Rounding on Real Hardware

Rounding on Real Hardware

The Rounding spec chapter states what must hold. This page is the readable version: why rounding becomes a decision the framework has to make at all, and how that decision lands differently on a CPU, an FPGA, and the formats in between. The spec binds; this page explains.

Why rounding was implicit under IEEE 754

Rounding is normally invisible, because IEEE 754 fixed it. The standard defines one rounding rule, round-to-nearest with ties to even, and every mainstream processor implements it identically in hardware. A program adds two floats and the result rounds correctly with no instruction to do so. The rule was set once, in 1985, for every value on every machine.

That uniformity rests on a single assumption: every value uses the same representation, so a single rounding rule suffices. When representation is selected per target rather than fixed by the platform, that assumption no longer holds. A posit does not round the way an IEEE float does; a fixed-point value rounds at a scale the developer set; an interval rounds its two ends in opposite directions. No single rule covers them, so rounding becomes an explicit property the framework selects and carries, the same way it selects and carries representation and width. This chapter unpacks how.

The scope is narrower than that framing suggests. When numeric selection (see Numeric Selection) yields an IEEE float supported on the target’s hardware, which is the common case, the standard IEEE rounding and precision behavior applies unchanged. The mechanisms below engage only when selection chooses a non-IEEE representation, or an interval, to obtain precision or a dynamic-range profile a float does not provide. For the many computations where that additional precision is not warranted, the end-user-visible difference is minimal; the value of the apparatus is in the cases where it is.

The two roles of rounding

Rounding occurs in two distinct roles, with different consequences.

The first is converting a value from one representation to another: a 64-bit result narrowed to 32 bits for a register, a quire’s exact sum converted to a posit at the end of an accumulation, a value computed on the FPGA transferred to the host. Precision is lost, and the rounding discipline governs how. A wrong choice here reduces accuracy: the result is less precise than it could be, but it remains a valid number.

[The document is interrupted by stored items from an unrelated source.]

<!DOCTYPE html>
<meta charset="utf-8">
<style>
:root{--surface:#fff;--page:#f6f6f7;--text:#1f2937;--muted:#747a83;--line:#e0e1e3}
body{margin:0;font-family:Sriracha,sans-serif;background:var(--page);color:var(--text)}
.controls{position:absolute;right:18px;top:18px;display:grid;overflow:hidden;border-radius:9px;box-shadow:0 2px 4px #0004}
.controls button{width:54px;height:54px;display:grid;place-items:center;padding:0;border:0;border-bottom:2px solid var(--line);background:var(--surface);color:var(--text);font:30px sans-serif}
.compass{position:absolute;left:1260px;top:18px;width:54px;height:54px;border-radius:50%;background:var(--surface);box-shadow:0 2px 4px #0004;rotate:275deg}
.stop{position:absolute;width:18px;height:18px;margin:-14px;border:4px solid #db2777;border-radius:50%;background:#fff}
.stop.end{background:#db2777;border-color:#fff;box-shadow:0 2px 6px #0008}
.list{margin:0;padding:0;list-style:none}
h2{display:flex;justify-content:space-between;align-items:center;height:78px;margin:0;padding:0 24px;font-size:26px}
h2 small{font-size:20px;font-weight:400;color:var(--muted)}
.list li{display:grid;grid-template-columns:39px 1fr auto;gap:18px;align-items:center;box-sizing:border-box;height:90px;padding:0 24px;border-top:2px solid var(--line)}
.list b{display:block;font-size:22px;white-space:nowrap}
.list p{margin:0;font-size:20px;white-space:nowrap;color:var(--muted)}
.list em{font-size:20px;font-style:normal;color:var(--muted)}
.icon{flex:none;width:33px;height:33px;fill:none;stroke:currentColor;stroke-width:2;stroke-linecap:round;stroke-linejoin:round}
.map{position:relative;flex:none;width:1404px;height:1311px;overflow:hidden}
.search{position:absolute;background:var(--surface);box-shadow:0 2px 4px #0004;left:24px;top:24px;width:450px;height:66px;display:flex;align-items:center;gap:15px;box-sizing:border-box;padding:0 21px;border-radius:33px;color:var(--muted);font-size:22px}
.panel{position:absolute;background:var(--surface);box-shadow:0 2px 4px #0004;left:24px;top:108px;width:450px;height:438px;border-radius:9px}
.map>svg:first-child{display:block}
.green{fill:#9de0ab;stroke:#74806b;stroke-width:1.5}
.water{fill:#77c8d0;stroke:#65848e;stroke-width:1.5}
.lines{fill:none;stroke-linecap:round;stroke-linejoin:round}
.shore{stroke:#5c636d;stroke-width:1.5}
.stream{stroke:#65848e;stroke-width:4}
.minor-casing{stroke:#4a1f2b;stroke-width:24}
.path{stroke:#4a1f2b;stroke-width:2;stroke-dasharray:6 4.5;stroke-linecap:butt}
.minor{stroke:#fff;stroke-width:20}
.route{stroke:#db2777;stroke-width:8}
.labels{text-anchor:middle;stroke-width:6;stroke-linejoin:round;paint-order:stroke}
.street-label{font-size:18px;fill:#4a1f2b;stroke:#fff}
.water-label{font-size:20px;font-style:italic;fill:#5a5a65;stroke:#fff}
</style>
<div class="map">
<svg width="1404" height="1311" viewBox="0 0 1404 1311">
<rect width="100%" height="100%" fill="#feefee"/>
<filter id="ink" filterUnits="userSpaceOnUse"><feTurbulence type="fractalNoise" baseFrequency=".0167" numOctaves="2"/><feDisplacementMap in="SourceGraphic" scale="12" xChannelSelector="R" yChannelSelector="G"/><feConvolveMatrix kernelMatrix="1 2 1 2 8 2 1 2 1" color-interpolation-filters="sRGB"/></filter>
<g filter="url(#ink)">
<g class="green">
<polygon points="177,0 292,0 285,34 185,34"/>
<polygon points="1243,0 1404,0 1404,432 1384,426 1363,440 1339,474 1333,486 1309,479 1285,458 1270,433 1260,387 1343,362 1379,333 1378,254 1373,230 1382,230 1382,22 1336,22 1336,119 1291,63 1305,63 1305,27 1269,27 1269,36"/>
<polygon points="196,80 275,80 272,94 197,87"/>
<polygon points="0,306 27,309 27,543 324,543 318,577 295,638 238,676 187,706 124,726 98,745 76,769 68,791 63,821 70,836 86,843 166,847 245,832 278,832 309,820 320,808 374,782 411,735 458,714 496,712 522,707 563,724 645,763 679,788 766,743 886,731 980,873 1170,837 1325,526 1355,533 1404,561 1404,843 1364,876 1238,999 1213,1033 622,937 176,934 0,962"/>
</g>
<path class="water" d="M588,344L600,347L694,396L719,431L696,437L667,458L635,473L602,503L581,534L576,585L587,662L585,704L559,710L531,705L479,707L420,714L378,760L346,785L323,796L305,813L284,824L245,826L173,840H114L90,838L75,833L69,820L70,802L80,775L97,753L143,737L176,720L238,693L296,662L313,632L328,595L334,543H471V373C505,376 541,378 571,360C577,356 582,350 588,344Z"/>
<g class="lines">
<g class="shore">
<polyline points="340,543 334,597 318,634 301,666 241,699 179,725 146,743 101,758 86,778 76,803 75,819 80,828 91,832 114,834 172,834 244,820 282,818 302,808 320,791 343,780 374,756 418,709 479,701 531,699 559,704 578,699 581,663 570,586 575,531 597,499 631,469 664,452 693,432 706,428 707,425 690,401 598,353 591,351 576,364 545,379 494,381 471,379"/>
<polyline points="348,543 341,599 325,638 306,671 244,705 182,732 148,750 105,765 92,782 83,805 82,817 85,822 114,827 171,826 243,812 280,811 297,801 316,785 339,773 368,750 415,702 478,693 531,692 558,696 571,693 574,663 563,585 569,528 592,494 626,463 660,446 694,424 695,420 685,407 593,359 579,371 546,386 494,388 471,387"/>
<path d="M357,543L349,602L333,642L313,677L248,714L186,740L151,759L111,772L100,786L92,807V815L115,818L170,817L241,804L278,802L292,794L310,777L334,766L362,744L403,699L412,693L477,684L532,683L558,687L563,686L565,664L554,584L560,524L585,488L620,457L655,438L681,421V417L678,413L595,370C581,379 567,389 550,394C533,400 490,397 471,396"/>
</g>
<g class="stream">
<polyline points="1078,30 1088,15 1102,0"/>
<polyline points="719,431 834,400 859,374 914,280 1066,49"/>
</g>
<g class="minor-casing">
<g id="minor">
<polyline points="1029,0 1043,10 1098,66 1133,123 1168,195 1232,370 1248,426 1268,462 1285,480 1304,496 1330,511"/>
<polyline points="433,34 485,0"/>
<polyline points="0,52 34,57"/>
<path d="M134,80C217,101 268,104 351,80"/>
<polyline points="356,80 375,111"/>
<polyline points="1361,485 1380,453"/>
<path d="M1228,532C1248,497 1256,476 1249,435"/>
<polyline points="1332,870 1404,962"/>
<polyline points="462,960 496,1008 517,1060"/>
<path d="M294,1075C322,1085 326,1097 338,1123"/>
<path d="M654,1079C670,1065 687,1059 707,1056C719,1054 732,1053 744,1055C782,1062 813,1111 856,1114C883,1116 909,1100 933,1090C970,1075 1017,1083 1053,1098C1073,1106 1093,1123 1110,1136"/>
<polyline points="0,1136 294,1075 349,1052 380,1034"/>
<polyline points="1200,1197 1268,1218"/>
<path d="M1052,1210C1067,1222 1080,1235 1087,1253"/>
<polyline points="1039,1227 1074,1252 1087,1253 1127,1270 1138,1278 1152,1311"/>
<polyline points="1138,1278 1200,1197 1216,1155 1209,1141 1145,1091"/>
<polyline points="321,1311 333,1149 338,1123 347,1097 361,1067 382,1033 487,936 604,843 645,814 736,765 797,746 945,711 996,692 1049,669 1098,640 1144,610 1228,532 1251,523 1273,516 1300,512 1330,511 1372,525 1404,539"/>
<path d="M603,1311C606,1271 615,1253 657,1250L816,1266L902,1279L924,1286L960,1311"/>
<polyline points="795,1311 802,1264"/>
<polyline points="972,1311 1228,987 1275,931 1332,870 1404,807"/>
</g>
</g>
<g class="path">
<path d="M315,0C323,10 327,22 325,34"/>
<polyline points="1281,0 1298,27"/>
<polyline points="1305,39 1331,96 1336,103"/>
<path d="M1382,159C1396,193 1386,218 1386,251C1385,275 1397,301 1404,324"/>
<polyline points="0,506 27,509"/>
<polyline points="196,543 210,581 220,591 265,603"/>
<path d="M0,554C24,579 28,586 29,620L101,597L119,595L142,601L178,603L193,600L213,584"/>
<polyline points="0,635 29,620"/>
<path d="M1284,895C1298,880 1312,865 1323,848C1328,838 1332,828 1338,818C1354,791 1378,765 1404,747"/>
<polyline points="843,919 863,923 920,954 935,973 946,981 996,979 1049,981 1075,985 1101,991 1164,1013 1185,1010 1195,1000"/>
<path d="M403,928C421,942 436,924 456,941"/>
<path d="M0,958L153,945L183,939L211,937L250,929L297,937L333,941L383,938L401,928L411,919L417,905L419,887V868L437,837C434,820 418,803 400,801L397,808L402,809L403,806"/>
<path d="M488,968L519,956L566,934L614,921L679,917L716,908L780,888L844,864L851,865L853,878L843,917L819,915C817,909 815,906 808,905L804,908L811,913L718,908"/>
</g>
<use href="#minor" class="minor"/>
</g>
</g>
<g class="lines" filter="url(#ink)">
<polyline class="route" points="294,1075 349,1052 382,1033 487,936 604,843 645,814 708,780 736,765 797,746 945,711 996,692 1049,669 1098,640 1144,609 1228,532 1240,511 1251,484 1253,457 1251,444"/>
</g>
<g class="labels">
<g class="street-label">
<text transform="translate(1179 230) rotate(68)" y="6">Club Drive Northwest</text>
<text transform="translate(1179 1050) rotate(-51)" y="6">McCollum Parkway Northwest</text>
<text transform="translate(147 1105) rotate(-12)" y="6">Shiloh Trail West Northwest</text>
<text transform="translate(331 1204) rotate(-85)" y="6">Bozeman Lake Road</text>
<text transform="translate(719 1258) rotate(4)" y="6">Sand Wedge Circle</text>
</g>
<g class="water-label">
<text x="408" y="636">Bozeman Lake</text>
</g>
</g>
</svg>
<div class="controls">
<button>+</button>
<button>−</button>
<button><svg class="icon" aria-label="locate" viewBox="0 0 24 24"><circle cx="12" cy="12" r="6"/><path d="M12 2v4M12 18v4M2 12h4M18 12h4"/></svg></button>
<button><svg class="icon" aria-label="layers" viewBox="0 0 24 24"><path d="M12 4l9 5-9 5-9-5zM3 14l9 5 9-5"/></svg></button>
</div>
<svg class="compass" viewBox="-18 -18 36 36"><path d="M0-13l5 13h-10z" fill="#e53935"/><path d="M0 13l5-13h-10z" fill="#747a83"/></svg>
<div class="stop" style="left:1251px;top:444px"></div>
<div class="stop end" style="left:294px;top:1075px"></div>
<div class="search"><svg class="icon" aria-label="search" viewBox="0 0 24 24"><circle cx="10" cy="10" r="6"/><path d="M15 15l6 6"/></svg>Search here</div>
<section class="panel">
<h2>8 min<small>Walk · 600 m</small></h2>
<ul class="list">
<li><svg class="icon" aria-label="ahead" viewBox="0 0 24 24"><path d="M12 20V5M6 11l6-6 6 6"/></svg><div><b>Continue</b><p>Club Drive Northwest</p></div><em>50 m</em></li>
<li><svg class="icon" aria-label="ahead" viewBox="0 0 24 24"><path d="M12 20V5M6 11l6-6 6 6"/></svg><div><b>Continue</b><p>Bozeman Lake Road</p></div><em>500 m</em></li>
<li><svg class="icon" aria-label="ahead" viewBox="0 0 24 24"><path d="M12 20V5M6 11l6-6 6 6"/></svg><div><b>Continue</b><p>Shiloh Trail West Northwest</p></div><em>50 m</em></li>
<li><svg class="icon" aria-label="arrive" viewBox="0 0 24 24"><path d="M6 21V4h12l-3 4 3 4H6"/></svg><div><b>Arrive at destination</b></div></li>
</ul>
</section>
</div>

The second is an operation committing a rounding direction as it computes. This is normally invisible, since round-to-nearest is the default. The exception is the interval. An interval is a pair of endpoints, sound only if it contains the true value. Soundness requires the low end rounded down (toward negative infinity) and the high end rounded up (toward positive infinity) at every operation. Rounding the low end the wrong way by one bit makes the interval claim a value just below it, which it does not contain. That is not a less-accurate interval; it is an unsound one. The enclosure no longer encloses.

The two cases differ in kind, accuracy loss versus loss of soundness, and the spec carries them differently. The conversion case is a tracked fact carried as a coeffect and surfaced at the point of use. The interval case is enforced in the type: a value that cannot round outward is not a well-formed interval. The first is an annotation; the second is a well-formedness condition.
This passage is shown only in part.